La découverte par TotalEnergies EP, dont Qatar détient 15 % des parts, est équivalente à environ 100 millions de barils de ressources récupérables lorsqu’elle est combinée avec une autre découverte récente à proximité dans la même zone de licence.
Cette découverte survient alors que QatarEnergy s’efforce de réparer d’importants dommages à la ville industrielle de Ras Laffan, la plus grande installation de production de gaz naturel liquéfié au monde à la suite des frappes iraniennes du mois dernier.
Un blocus américain des ports iraniens a été lancé aujourd’hui pour rouvrir le détroit d’Hormuz, mettant en péril un fragile cessez-le-feu convenu entre Washington et Téhéran la semaine dernière.
QatarEnergy a réalisé de multiples investissements à l’étranger ces dernières années, y compris au large de la Namibie en collaboration avec des partenaires comme Shell et TotalEnergies.

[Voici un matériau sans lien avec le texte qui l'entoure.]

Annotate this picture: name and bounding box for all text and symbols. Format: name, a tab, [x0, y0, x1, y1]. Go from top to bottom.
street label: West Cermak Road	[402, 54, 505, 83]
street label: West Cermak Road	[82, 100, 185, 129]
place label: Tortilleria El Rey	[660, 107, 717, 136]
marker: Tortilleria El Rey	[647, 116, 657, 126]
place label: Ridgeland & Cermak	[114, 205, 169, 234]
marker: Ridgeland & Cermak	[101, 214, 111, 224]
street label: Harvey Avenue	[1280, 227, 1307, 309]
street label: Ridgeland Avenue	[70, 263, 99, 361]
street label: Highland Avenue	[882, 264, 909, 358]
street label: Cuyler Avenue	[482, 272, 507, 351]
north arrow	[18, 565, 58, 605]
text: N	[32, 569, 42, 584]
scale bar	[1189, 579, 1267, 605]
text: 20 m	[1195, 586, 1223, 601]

Le directeur général de QatarEnergy et ministre d’État aux affaires énergétiques, Saad Al-Kaabi, a déclaré en 2022 que le pays souhaitait produire 500 000 barils par jour grâce à des projets internationaux d’ici 2030, MEED a rapporté.

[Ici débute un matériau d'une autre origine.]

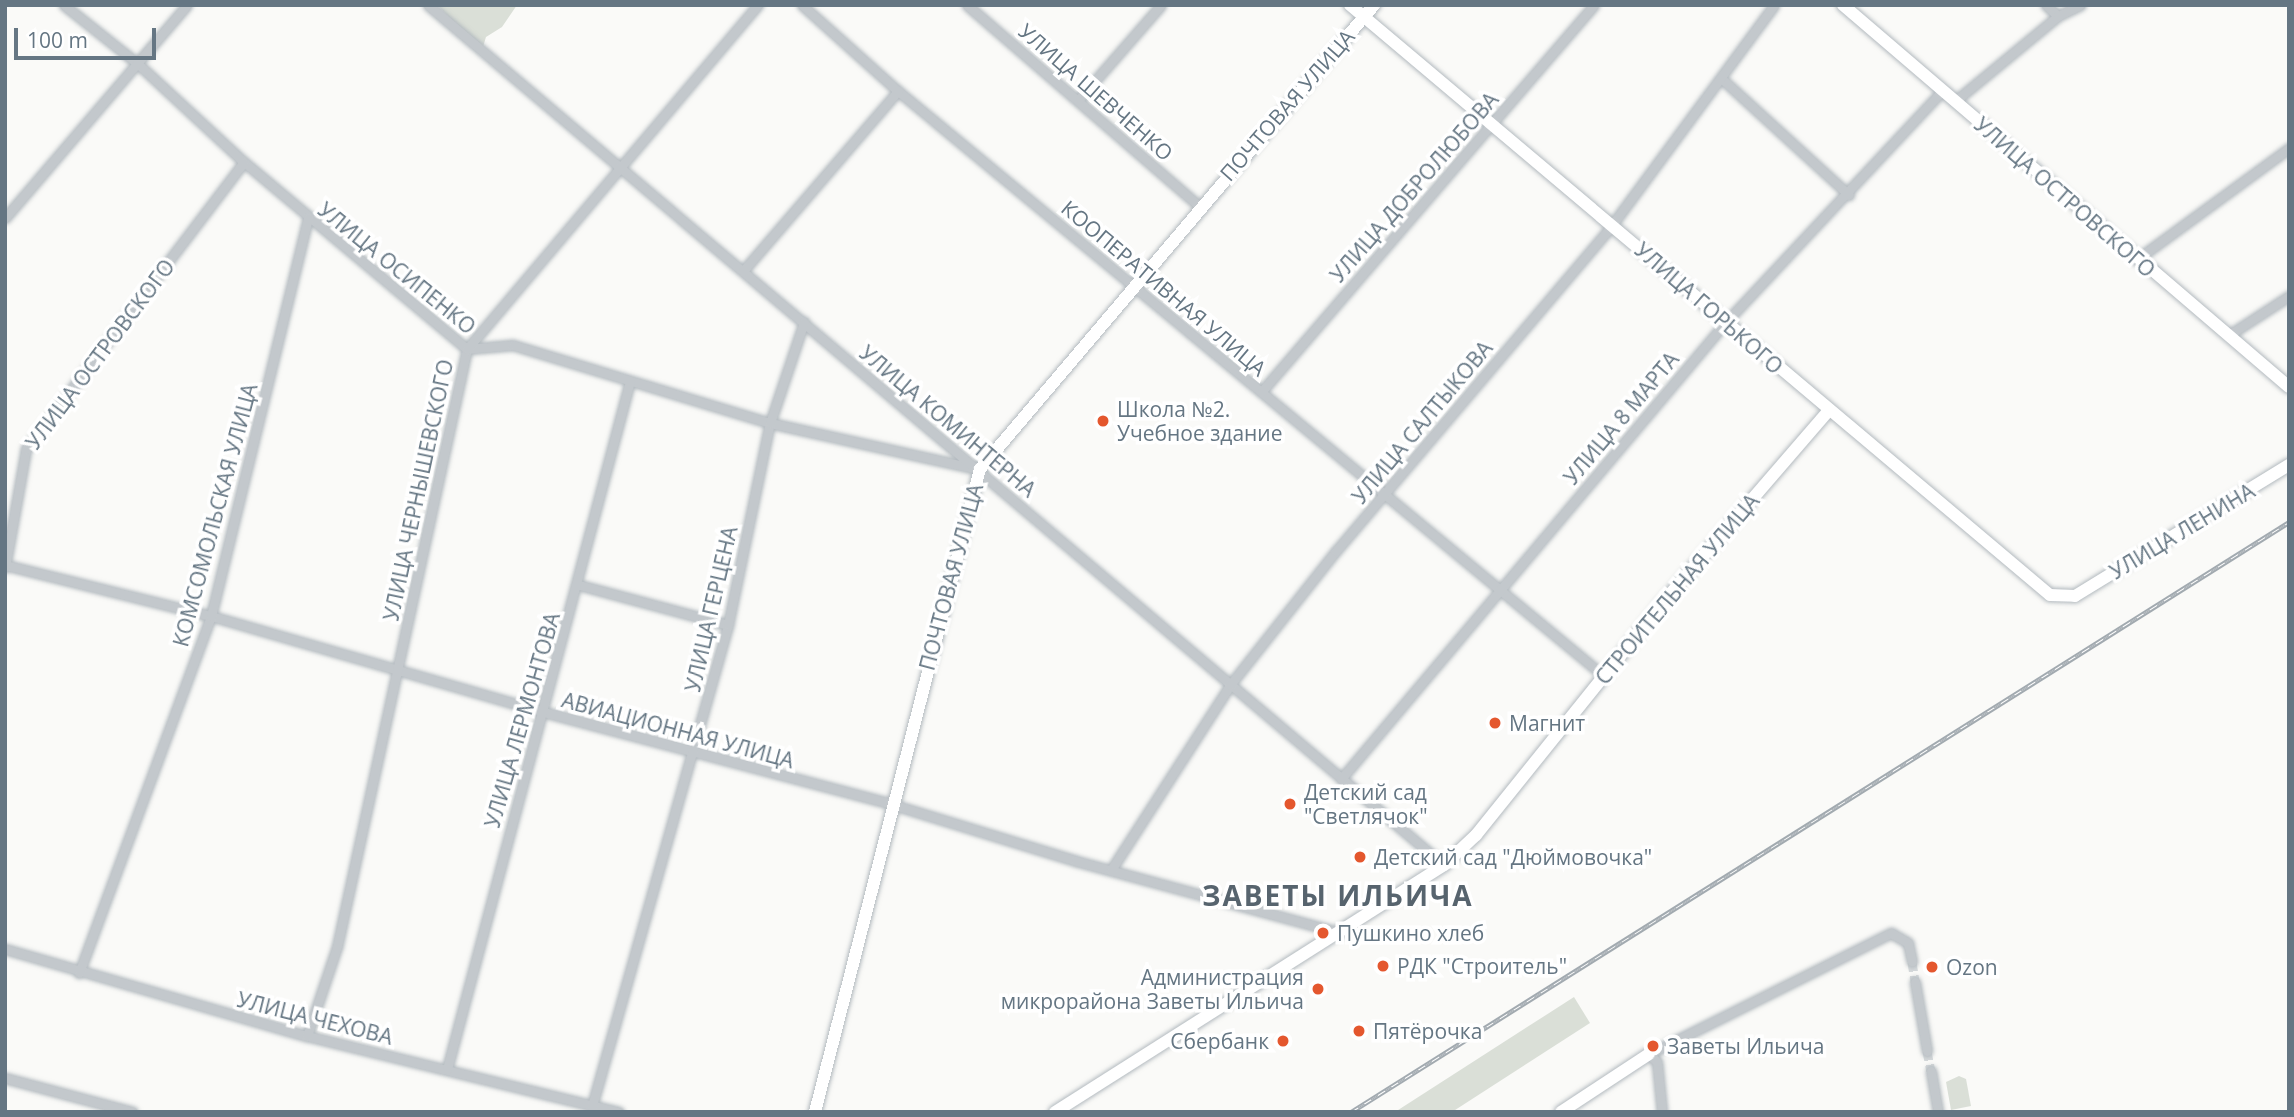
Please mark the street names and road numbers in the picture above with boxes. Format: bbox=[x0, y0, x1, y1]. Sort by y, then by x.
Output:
street label: УЛИЦА ШЕВЧЕНКО bbox=[1014, 18, 1178, 166]
street label: ПОЧТОВАЯ УЛИЦА bbox=[1214, 24, 1360, 186]
street label: УЛИЦА ДОБРОЛЮБОВА bbox=[1325, 87, 1503, 287]
street label: УЛИЦА ОСТРОВСКОГО bbox=[1969, 112, 2161, 282]
street label: КООПЕРАТИВНАЯ УЛИЦА bbox=[1057, 195, 1271, 381]
street label: УЛИЦА ОСИПЕНКО bbox=[313, 197, 481, 339]
street label: УЛИЦА ГОРЬКОГО bbox=[1630, 237, 1788, 379]
street label: УЛИЦА ОСТРОВСКОГО bbox=[20, 254, 180, 454]
street label: УЛИЦА САЛТЫКОВА bbox=[1347, 336, 1497, 508]
street label: УЛИЦА КОМИНТЕРНА bbox=[855, 340, 1041, 502]
street label: УЛИЦА 8 МАРТА bbox=[1558, 347, 1684, 489]
street label: УЛИЦА ЧЕРНЫШЕВСКОГО bbox=[378, 357, 458, 623]
street label: КОМСОМОЛЬСКАЯ УЛИЦА bbox=[168, 381, 262, 649]
street label: УЛИЦА ЛЕНИНА bbox=[2105, 478, 2259, 584]
street label: ПОЧТОВАЯ УЛИЦА bbox=[914, 481, 988, 673]
street label: СТРОИТЕЛЬНАЯ УЛИЦА bbox=[1590, 489, 1764, 689]
street label: УЛИЦА ГЕРЦЕНА bbox=[680, 524, 742, 694]
street label: УЛИЦА ЛЕРМОНТОВА bbox=[479, 610, 565, 830]
street label: АВИАЦИОННАЯ УЛИЦА bbox=[559, 687, 797, 773]
street label: УЛИЦА ЧЕХОВА bbox=[235, 986, 395, 1050]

Le dernier puits d’exploration au large de la République du Congo, MHNM-6 NFW, a été foré par TotalEnergies EP Congo, une filiale de la plus grande entreprise pétrolière et gazière de France.

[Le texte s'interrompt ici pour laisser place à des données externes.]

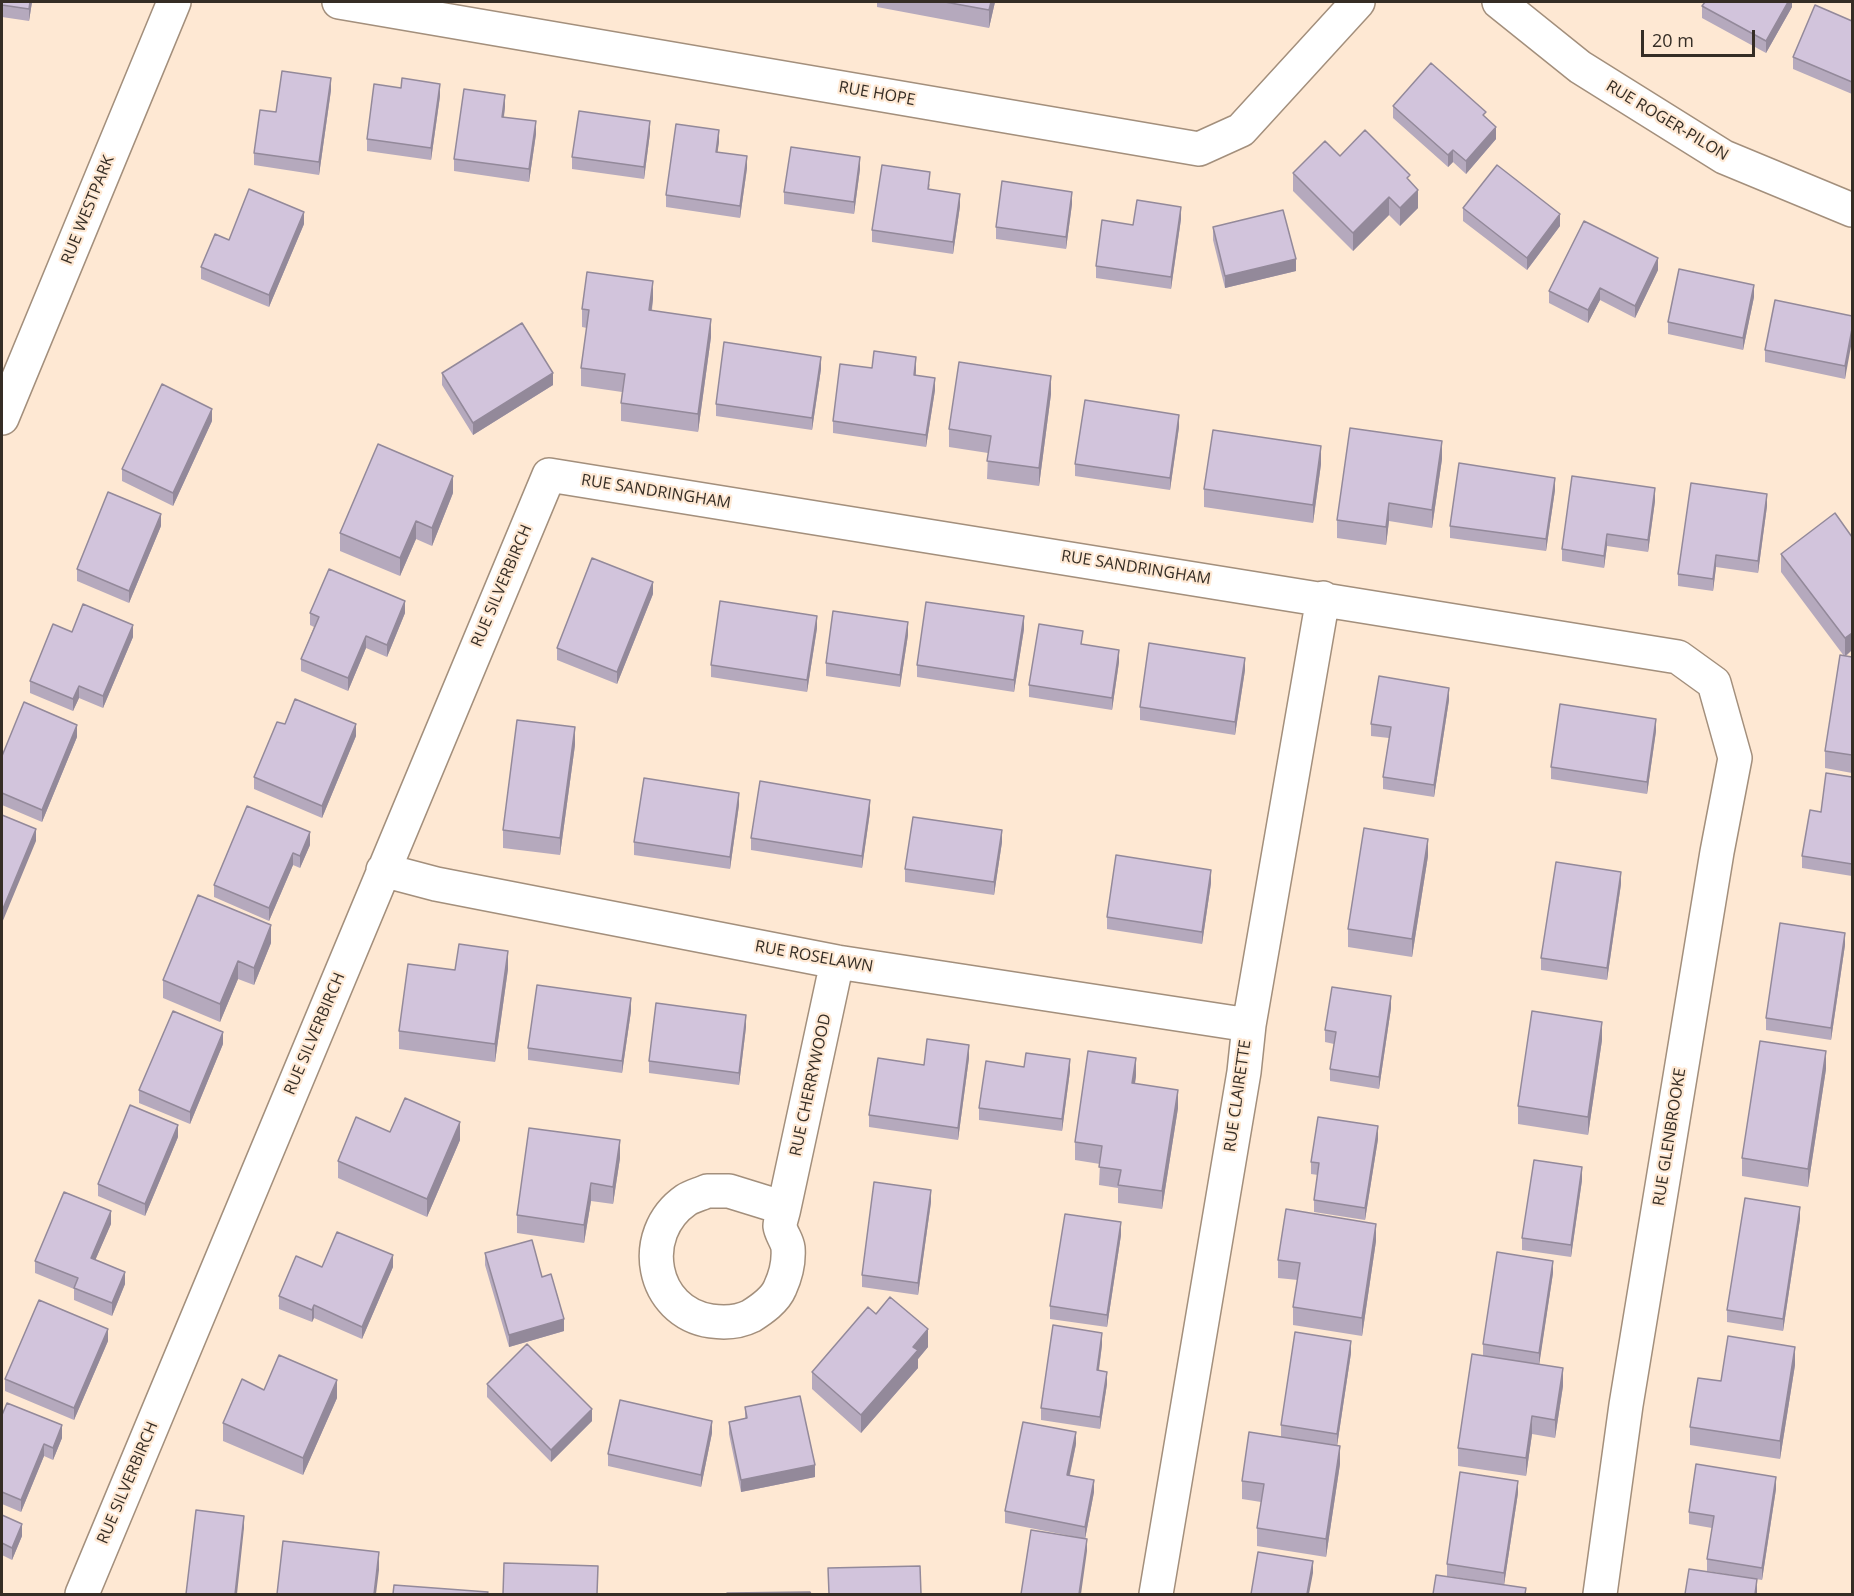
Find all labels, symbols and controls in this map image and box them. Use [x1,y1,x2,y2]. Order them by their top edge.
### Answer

TotalEnergies exploite la licence Moho où le dernier puits a été foré et détient près de 64 % des parts. Le reste est détenu par Trident Energy, basé au Royaume-Uni, et la société pétrolière nationale de la République du Congo, la Société Nationale des Pétroles du Congo.
TotalEnergies n’a pas précisé si la découverte incluait également du gaz naturel en plus du pétrole.
Lectures complémentaires :
Nicola Mavilla, vice-président senior de l’exploration chez TotalEnergies, a déclaré que les dernières découvertes en phase précoce étaient proches de deux unités de production flottantes, ce qui rendrait leur développement « rentable ».
Les attaques sur Ras Laffan ont anéanti environ 17 % de la capacité de GNL du Qatar pendant jusqu’à cinq ans et ont contraint QatarEnergy à déclarer la force majeure sur plusieurs contrats d’approvisionnement à long terme.
Cela représente environ 20 milliards de dollars de revenus annuels perdus. Il faudrait jusqu’en août pour que Ras Laffan retrouve sa pleine capacité si elle redémarre début mai, selon une analyse de la société d’analytique énergétique Wood Mackenzie.